* Supplied records *
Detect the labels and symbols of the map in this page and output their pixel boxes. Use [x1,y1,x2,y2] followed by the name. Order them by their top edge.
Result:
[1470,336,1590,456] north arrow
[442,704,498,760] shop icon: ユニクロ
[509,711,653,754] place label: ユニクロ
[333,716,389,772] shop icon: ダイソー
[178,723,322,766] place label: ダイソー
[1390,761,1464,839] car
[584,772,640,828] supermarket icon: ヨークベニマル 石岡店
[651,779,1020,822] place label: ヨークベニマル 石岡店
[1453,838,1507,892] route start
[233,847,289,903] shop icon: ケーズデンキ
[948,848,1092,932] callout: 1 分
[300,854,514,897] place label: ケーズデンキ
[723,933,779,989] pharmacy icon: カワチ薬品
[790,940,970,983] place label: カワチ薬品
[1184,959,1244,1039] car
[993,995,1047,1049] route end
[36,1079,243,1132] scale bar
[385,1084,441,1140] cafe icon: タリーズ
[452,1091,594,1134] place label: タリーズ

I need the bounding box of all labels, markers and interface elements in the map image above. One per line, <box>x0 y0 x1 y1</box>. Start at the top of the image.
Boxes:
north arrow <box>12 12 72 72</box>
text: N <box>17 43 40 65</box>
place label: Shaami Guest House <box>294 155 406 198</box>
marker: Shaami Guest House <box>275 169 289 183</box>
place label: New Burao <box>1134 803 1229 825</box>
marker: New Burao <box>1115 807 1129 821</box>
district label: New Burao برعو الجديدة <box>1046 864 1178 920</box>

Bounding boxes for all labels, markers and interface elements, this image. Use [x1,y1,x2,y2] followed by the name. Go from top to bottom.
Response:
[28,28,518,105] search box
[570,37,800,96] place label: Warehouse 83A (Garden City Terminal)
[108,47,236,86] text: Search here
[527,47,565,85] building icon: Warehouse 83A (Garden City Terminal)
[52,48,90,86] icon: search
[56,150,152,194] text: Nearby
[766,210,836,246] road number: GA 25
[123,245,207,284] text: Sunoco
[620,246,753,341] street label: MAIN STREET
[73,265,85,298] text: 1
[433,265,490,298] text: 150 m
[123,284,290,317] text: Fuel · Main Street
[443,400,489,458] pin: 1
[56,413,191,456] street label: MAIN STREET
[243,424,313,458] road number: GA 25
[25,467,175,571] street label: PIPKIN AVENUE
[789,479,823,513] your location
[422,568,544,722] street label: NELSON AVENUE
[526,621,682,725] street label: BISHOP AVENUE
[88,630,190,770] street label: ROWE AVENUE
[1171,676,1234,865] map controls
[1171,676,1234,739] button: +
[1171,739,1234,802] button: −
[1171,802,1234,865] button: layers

* What to produce *
The task requires each record above to be restated exactly.

* Solution for this task *
Detect the labels and symbols of the map in this page and output their pixel boxes. Use [x1,y1,x2,y2] followed by the name. Order them by their top edge.
Result:
[1470,336,1590,456] north arrow
[442,704,498,760] shop icon: ユニクロ
[509,711,653,754] place label: ユニクロ
[333,716,389,772] shop icon: ダイソー
[178,723,322,766] place label: ダイソー
[1390,761,1464,839] car
[584,772,640,828] supermarket icon: ヨークベニマル 石岡店
[651,779,1020,822] place label: ヨークベニマル 石岡店
[1453,838,1507,892] route start
[233,847,289,903] shop icon: ケーズデンキ
[948,848,1092,932] callout: 1 分
[300,854,514,897] place label: ケーズデンキ
[723,933,779,989] pharmacy icon: カワチ薬品
[790,940,970,983] place label: カワチ薬品
[1184,959,1244,1039] car
[993,995,1047,1049] route end
[36,1079,243,1132] scale bar
[385,1084,441,1140] cafe icon: タリーズ
[452,1091,594,1134] place label: タリーズ

I need the bounding box of all labels, markers and interface elements in the map image above. One per line, <box>x0 y0 x1 y1</box>. Start at the top of the image.
Boxes:
north arrow <box>12 12 72 72</box>
text: N <box>17 43 40 65</box>
place label: Shaami Guest House <box>294 155 406 198</box>
marker: Shaami Guest House <box>275 169 289 183</box>
place label: New Burao <box>1134 803 1229 825</box>
marker: New Burao <box>1115 807 1129 821</box>
district label: New Burao برعو الجديدة <box>1046 864 1178 920</box>

Bounding boxes for all labels, markers and interface elements, this image. Use [x1,y1,x2,y2] followed by the name. Go from top to bottom.
Response:
[28,28,518,105] search box
[570,37,800,96] place label: Warehouse 83A (Garden City Terminal)
[108,47,236,86] text: Search here
[527,47,565,85] building icon: Warehouse 83A (Garden City Terminal)
[52,48,90,86] icon: search
[56,150,152,194] text: Nearby
[766,210,836,246] road number: GA 25
[123,245,207,284] text: Sunoco
[620,246,753,341] street label: MAIN STREET
[73,265,85,298] text: 1
[433,265,490,298] text: 150 m
[123,284,290,317] text: Fuel · Main Street
[443,400,489,458] pin: 1
[56,413,191,456] street label: MAIN STREET
[243,424,313,458] road number: GA 25
[25,467,175,571] street label: PIPKIN AVENUE
[789,479,823,513] your location
[422,568,544,722] street label: NELSON AVENUE
[526,621,682,725] street label: BISHOP AVENUE
[88,630,190,770] street label: ROWE AVENUE
[1171,676,1234,865] map controls
[1171,676,1234,739] button: +
[1171,739,1234,802] button: −
[1171,802,1234,865] button: layers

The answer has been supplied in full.